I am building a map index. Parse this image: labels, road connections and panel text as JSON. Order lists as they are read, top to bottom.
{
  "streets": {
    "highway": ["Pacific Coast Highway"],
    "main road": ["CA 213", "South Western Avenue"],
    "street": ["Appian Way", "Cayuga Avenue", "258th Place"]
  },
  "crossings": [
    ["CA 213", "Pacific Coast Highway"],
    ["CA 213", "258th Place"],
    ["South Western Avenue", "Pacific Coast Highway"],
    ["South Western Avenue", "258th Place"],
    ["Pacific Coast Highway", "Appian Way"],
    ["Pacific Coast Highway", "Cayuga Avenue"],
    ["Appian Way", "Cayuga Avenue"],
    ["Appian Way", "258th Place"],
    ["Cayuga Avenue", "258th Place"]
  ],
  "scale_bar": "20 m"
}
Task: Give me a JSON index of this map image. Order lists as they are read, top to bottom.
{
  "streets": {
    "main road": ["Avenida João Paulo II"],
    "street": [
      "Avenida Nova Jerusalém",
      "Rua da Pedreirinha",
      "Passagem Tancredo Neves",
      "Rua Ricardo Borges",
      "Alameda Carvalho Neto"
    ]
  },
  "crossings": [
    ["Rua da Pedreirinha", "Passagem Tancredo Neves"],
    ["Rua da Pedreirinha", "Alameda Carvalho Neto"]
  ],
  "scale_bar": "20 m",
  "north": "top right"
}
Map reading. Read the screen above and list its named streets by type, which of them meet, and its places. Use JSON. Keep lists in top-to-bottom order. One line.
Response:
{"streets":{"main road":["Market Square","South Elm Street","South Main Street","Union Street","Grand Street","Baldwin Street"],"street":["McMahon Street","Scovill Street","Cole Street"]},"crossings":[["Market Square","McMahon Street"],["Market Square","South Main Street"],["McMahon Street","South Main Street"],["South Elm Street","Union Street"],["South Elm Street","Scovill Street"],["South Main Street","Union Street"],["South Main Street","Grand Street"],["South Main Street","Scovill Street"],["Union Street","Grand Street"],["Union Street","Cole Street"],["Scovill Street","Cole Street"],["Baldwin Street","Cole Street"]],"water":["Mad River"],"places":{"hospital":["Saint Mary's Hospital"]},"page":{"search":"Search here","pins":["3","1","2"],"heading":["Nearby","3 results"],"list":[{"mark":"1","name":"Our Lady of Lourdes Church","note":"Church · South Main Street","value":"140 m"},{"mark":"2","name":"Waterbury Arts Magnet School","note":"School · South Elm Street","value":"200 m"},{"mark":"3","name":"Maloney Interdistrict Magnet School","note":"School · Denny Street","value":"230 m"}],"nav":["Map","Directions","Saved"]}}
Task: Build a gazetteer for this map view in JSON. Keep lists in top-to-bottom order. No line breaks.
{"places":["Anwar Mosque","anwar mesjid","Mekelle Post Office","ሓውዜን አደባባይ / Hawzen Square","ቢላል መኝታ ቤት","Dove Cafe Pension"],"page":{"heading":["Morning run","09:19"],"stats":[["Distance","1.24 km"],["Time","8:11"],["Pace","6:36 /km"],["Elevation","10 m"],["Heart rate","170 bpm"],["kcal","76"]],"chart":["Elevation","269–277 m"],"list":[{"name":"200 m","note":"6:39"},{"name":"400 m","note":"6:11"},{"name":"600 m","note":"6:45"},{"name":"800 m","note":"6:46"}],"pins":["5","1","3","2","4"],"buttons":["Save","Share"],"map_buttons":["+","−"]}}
- - -
### Task goal
Each entry shown above must be retyped word for word.

### Answer section
I am building a map index. Parse this image: labels, road connections and panel text as JSON. Order lists as they are read, top to bottom.
{
  "streets": {
    "highway": ["Pacific Coast Highway"],
    "main road": ["CA 213", "South Western Avenue"],
    "street": ["Appian Way", "Cayuga Avenue", "258th Place"]
  },
  "crossings": [
    ["CA 213", "Pacific Coast Highway"],
    ["CA 213", "258th Place"],
    ["South Western Avenue", "Pacific Coast Highway"],
    ["South Western Avenue", "258th Place"],
    ["Pacific Coast Highway", "Appian Way"],
    ["Pacific Coast Highway", "Cayuga Avenue"],
    ["Appian Way", "Cayuga Avenue"],
    ["Appian Way", "258th Place"],
    ["Cayuga Avenue", "258th Place"]
  ],
  "scale_bar": "20 m"
}
Task: Give me a JSON index of this map image. Order lists as they are read, top to bottom.
{
  "streets": {
    "main road": ["Avenida João Paulo II"],
    "street": [
      "Avenida Nova Jerusalém",
      "Rua da Pedreirinha",
      "Passagem Tancredo Neves",
      "Rua Ricardo Borges",
      "Alameda Carvalho Neto"
    ]
  },
  "crossings": [
    ["Rua da Pedreirinha", "Passagem Tancredo Neves"],
    ["Rua da Pedreirinha", "Alameda Carvalho Neto"]
  ],
  "scale_bar": "20 m",
  "north": "top right"
}
Map reading. Read the screen above and list its named streets by type, which of them meet, and its places. Use JSON. Keep lists in top-to-bottom order. One line.
Response:
{"streets":{"main road":["Market Square","South Elm Street","South Main Street","Union Street","Grand Street","Baldwin Street"],"street":["McMahon Street","Scovill Street","Cole Street"]},"crossings":[["Market Square","McMahon Street"],["Market Square","South Main Street"],["McMahon Street","South Main Street"],["South Elm Street","Union Street"],["South Elm Street","Scovill Street"],["South Main Street","Union Street"],["South Main Street","Grand Street"],["South Main Street","Scovill Street"],["Union Street","Grand Street"],["Union Street","Cole Street"],["Scovill Street","Cole Street"],["Baldwin Street","Cole Street"]],"water":["Mad River"],"places":{"hospital":["Saint Mary's Hospital"]},"page":{"search":"Search here","pins":["3","1","2"],"heading":["Nearby","3 results"],"list":[{"mark":"1","name":"Our Lady of Lourdes Church","note":"Church · South Main Street","value":"140 m"},{"mark":"2","name":"Waterbury Arts Magnet School","note":"School · South Elm Street","value":"200 m"},{"mark":"3","name":"Maloney Interdistrict Magnet School","note":"School · Denny Street","value":"230 m"}],"nav":["Map","Directions","Saved"]}}
Task: Build a gazetteer for this map view in JSON. Keep lists in top-to-bottom order. No line breaks.
{"places":["Anwar Mosque","anwar mesjid","Mekelle Post Office","ሓውዜን አደባባይ / Hawzen Square","ቢላል መኝታ ቤት","Dove Cafe Pension"],"page":{"heading":["Morning run","09:19"],"stats":[["Distance","1.24 km"],["Time","8:11"],["Pace","6:36 /km"],["Elevation","10 m"],["Heart rate","170 bpm"],["kcal","76"]],"chart":["Elevation","269–277 m"],"list":[{"name":"200 m","note":"6:39"},{"name":"400 m","note":"6:11"},{"name":"600 m","note":"6:45"},{"name":"800 m","note":"6:46"}],"pins":["5","1","3","2","4"],"buttons":["Save","Share"],"map_buttons":["+","−"]}}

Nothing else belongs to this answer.